Up to now I have come up with the following incomplete code:
function [ICMR,h]=midpoint(a,b,n)
h=(b-a)/n ;
for=i=1:n ;
m(i)=a+(i-0.5)*h ;
end
I=-((10*pi-3+3*exp(2*pi))/25/exp(2*pi));
ICMR=h*sum(I);
Now I am looking for someone to help me gain a better understanding of how to use Matlab to complete these questions. please help!!
2 件のコメント
Jan
2011 年 3 月 15 日
Please use the code formatting to increase the readability.
My browser can not display the Google-Docs files. It would be easier for us, if you take the time to post the question instead of the link.
Matt Tearle
2011 年 3 月 15 日
basically "write a mid-point rule quadrature function"
回答 (1 件)
Matt Tearle
2011 年 3 月 15 日
0 投票
A few things right off the bat:
- syntax error in your for-loop
- you don't need a for-loop -- just make a vector of the x points using the range operator (:)
- have the function be one of the arguments to the function, then your function values can be evaluated directly as I = f(x) (where x is the vector of points found in step 2).

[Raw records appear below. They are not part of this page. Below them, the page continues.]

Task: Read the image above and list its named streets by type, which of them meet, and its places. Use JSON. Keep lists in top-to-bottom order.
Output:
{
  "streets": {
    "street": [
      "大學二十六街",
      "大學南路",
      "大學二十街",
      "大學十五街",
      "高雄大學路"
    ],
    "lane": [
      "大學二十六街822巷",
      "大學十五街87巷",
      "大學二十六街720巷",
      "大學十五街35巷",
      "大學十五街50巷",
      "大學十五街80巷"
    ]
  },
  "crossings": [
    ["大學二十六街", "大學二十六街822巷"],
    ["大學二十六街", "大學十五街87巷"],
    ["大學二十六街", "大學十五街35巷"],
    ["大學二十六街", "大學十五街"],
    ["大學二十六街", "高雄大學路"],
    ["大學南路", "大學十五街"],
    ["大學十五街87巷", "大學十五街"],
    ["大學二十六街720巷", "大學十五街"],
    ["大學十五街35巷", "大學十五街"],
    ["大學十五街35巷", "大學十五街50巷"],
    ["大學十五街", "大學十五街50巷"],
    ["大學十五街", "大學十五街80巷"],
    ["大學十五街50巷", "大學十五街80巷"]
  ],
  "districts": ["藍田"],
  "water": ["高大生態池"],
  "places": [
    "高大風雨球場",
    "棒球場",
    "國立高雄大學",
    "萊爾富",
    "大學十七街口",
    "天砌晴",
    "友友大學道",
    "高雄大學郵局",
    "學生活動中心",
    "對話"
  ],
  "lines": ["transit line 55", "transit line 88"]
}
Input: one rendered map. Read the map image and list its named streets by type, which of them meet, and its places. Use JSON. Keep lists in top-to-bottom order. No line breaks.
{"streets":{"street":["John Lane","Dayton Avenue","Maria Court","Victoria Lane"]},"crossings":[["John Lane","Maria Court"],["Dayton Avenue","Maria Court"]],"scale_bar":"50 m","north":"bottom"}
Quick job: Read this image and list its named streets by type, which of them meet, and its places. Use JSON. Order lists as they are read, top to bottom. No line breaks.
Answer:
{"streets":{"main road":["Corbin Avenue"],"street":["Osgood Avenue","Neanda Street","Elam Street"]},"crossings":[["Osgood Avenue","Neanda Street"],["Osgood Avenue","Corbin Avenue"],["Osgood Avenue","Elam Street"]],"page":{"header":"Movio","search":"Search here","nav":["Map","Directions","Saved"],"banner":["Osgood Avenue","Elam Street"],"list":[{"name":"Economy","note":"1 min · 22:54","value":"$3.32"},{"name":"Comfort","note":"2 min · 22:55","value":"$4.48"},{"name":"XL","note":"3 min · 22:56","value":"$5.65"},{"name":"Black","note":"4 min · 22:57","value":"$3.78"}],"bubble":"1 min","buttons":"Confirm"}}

When you call your function, pass f in as a function handle.
- ( EDIT to add:) To do parts (b)-(d) of the question, write a script that makes a vector of h values;
- Use a for-loop to go through the values of h, apply your function, compare to the exact answer, and store the resulting error in another array;
- At the end of the loop, you should have a vector h and a corresponding vector err; use the appropriate semilog* function to plot.
- Don't forget to preallocate space for err before doing 5.
If you really want to get slick, you can replace 5 with an arrayfun call, having defined an anonymous function handle to calculate the error as a function of h.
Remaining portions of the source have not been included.